I majorly underestimated the hiking trails in the area, thinking this was tourist country. But as I found out: for any kind of hiking you want to do in Cinque Terre National Park, around Portovenere or on Palmaria you should make sure you come well equipped! I was prepared for some easy walking, given that every year thousands of tourists walk there. I was underprepared for the steep climbs and the at times washed out, narrow paths along slopes — beautiful, but a few times almost too dangerous for my flip-flops and canvas sneakers.
Hiking between Cinque Terre villages, either along the coastline or through the forests, takes you through the Cinque Terre National Park and costs €7.50/day (family, children, senior, group, 2-day tickets also available).

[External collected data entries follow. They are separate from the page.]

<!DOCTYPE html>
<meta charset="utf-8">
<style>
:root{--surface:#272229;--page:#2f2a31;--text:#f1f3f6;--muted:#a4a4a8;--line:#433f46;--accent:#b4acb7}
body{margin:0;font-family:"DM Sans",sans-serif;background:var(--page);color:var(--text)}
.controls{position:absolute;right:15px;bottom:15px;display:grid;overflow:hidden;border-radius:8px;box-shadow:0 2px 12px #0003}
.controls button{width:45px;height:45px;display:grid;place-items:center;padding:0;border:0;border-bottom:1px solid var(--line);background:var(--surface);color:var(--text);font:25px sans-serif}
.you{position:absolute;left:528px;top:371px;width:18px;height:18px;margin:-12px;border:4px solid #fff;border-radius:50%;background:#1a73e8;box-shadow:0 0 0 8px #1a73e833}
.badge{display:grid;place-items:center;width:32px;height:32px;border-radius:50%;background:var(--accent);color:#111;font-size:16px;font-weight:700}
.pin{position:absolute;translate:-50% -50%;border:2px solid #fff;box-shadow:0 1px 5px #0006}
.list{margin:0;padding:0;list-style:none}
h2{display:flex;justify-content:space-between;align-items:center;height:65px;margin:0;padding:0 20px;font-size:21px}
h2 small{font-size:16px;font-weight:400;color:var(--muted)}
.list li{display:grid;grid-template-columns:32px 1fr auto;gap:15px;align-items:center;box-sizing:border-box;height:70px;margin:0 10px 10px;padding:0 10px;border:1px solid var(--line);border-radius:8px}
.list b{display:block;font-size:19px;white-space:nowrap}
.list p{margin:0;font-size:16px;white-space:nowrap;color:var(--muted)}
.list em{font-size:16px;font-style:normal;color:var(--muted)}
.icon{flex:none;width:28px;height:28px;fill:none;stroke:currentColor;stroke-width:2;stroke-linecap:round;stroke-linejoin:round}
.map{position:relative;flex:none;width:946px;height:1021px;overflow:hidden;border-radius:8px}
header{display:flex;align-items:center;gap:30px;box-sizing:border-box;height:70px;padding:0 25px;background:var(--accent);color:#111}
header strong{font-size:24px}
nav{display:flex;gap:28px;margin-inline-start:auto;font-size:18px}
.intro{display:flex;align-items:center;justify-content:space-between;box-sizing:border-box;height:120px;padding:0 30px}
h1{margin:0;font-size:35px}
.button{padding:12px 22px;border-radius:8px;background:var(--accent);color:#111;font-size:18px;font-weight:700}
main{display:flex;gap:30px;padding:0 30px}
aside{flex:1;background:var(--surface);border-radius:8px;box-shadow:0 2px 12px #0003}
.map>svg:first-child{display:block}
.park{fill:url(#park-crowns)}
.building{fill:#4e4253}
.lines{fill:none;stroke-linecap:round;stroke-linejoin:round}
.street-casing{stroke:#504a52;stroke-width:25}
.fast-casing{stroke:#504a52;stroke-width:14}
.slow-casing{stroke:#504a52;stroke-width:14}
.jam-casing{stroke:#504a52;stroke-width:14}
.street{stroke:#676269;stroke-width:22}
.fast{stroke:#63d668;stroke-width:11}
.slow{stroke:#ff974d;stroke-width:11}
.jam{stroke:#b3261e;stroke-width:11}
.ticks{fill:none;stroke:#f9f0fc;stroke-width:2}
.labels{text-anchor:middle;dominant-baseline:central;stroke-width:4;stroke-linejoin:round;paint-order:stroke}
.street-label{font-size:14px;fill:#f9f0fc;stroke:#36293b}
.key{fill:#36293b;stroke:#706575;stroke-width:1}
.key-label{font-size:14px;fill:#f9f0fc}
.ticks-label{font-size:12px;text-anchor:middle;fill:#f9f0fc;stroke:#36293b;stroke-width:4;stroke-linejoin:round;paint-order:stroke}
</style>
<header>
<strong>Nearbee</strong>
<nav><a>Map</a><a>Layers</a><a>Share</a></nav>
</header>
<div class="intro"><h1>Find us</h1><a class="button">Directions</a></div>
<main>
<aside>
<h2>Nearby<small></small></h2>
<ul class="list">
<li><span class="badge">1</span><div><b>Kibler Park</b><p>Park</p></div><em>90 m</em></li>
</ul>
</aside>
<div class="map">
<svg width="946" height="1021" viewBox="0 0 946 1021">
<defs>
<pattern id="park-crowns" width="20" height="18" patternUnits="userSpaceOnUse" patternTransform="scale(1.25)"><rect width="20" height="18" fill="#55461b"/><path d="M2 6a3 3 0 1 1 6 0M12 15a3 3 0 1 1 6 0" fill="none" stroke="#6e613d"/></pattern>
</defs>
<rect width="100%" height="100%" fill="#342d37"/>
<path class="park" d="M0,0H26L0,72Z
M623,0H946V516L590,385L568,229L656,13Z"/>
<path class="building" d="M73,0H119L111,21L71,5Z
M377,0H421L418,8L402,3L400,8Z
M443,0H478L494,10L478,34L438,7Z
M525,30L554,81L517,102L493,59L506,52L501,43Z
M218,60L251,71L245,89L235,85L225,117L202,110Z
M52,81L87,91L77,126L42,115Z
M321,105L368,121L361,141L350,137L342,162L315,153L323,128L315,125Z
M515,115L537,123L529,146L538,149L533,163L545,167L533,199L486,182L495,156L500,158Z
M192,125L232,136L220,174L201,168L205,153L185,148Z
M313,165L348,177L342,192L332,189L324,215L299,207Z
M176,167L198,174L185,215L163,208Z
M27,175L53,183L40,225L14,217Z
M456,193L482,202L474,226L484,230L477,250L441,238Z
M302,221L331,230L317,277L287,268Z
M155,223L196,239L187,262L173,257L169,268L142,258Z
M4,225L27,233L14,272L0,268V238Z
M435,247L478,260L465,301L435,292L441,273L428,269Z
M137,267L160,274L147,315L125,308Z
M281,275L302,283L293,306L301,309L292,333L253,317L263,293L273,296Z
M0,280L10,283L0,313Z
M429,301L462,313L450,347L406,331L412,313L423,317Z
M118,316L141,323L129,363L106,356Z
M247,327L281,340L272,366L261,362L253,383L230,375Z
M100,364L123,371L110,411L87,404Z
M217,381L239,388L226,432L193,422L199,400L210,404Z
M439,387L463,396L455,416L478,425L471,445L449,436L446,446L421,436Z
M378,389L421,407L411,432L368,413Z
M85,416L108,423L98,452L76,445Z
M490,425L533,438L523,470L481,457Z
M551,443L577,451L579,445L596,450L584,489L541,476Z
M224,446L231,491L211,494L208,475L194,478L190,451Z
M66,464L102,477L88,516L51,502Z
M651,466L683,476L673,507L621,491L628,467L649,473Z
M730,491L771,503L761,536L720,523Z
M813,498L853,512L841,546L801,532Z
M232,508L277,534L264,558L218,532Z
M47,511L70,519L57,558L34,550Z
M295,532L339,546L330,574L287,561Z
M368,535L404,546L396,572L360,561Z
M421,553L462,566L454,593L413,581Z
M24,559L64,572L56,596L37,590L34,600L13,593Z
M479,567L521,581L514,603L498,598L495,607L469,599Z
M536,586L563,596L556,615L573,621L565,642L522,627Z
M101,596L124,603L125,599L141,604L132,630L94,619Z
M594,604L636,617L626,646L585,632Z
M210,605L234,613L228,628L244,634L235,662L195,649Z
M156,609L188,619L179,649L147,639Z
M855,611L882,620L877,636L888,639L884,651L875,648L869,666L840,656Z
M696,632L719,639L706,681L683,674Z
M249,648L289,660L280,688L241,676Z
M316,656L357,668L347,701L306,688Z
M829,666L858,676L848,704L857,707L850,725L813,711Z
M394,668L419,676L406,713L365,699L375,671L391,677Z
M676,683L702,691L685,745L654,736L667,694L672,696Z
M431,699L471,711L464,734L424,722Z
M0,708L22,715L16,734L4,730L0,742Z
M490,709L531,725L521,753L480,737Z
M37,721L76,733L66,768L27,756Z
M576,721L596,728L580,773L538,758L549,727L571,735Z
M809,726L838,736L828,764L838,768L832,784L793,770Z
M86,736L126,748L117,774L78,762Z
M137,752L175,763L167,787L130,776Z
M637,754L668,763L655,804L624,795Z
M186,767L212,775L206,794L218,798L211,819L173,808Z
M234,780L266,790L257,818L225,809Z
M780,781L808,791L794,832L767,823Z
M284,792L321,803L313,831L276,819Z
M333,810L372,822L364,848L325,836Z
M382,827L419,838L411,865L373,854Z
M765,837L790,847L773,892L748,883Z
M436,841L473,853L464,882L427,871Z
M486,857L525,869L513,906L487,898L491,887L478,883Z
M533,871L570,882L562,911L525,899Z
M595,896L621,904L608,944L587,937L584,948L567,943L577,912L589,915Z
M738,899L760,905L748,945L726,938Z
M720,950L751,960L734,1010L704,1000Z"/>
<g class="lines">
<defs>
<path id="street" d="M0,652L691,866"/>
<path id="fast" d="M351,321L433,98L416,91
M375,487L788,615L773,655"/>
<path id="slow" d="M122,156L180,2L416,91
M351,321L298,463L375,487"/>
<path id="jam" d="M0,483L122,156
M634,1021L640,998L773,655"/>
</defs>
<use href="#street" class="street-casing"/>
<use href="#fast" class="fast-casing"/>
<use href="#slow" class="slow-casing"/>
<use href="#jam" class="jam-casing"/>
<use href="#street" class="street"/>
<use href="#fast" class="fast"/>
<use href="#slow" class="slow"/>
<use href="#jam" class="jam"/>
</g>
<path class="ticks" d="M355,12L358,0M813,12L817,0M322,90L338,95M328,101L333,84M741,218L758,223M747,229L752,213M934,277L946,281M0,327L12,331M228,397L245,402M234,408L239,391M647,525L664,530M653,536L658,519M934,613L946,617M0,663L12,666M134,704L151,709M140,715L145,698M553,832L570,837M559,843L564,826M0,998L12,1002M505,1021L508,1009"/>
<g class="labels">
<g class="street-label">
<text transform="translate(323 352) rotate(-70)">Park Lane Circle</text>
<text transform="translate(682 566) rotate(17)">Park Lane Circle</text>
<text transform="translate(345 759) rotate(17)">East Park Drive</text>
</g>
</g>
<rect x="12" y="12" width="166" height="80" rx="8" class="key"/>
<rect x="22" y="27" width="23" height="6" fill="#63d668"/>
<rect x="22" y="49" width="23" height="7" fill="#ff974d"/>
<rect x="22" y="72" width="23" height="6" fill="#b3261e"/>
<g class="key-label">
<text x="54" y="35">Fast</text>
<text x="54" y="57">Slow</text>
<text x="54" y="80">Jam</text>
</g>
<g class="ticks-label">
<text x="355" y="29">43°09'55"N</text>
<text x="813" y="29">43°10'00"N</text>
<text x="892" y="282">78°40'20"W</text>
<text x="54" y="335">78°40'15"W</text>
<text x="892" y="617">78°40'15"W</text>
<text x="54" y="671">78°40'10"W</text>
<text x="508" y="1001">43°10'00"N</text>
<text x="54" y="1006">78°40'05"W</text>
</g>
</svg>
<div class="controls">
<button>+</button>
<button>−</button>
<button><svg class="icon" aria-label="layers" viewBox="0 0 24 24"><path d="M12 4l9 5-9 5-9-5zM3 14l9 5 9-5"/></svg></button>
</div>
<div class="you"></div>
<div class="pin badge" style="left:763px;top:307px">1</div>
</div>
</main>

Also for an additional €5: unlimited rides on regional trains between Levanto and La Spezia during the day.
Some routes are closed long-term due to reconstruction (at the time of writing: along the coast from Corniglia to Riomaggiore, including the famous “Via dell’Amore” (Way of Love)). So make sure you enquire at the local tourist offices before heading out.
The Cinque Terre NP website also provides info and updates: http://www.parconazionale5terre.it/Esentieri-outdoor.php.
Hiking on Palmaria is free. There is a quite demanding round course (ca. 3h) along the coast/cliffs and some shorter routes further inland. There are two main beaches near where the boats land. The boats from Portovenere tend to drop you near Punta Secco/Terrizzo, while the La Spezia boats usually go to Pozzale.